Recorded information
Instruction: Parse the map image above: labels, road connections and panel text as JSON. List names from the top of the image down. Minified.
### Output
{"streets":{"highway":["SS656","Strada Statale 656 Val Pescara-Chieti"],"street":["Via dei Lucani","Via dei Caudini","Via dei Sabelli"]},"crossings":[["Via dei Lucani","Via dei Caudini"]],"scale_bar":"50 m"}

...

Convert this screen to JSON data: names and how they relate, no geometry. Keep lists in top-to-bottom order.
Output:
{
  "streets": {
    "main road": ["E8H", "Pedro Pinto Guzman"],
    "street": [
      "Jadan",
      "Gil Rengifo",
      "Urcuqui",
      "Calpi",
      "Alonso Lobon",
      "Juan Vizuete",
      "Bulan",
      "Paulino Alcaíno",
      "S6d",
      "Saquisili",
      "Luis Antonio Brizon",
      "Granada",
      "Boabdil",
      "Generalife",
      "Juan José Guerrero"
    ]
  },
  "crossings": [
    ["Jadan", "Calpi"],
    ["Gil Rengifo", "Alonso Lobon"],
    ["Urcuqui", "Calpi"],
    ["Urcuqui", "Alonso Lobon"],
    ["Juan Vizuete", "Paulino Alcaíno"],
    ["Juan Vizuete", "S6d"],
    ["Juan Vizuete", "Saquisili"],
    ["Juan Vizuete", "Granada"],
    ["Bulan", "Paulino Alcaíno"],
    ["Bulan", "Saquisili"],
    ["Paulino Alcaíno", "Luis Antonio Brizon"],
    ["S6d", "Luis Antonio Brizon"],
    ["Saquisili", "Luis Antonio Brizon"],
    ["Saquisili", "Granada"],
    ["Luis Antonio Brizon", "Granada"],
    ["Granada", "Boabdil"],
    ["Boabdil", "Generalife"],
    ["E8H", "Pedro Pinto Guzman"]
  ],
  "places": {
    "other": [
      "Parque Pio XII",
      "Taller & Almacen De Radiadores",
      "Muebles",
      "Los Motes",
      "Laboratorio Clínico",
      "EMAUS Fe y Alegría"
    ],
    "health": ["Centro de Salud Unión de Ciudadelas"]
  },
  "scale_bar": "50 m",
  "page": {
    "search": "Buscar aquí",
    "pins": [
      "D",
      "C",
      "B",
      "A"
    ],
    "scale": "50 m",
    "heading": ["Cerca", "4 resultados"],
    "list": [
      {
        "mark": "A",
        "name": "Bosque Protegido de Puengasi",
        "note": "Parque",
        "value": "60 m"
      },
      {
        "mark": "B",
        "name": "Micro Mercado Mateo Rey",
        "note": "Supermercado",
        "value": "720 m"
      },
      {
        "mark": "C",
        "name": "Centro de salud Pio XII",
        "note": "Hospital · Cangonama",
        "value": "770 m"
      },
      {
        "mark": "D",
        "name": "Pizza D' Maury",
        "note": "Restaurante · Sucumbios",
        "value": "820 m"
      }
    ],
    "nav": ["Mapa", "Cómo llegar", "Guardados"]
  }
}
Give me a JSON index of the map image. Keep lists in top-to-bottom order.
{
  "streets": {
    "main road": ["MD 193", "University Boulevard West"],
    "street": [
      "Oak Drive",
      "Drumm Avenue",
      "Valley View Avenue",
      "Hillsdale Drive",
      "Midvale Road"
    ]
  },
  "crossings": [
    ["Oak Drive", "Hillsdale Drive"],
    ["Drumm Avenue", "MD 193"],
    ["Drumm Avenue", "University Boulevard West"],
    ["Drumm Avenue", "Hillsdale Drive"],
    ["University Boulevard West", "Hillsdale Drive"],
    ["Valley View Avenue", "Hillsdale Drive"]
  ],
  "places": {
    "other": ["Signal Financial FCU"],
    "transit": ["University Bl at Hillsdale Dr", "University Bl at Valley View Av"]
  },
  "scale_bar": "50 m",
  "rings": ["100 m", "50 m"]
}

Exercise requirements
Look through the records for the word "names". Every line that has it should be copied.

The completed task
Instruction: Parse the map image above: labels, road connections and panel text as JSON. List names from the top of the image down. Minified.
Convert this screen to JSON data: names and how they relate, no geometry. Keep lists in top-to-bottom order.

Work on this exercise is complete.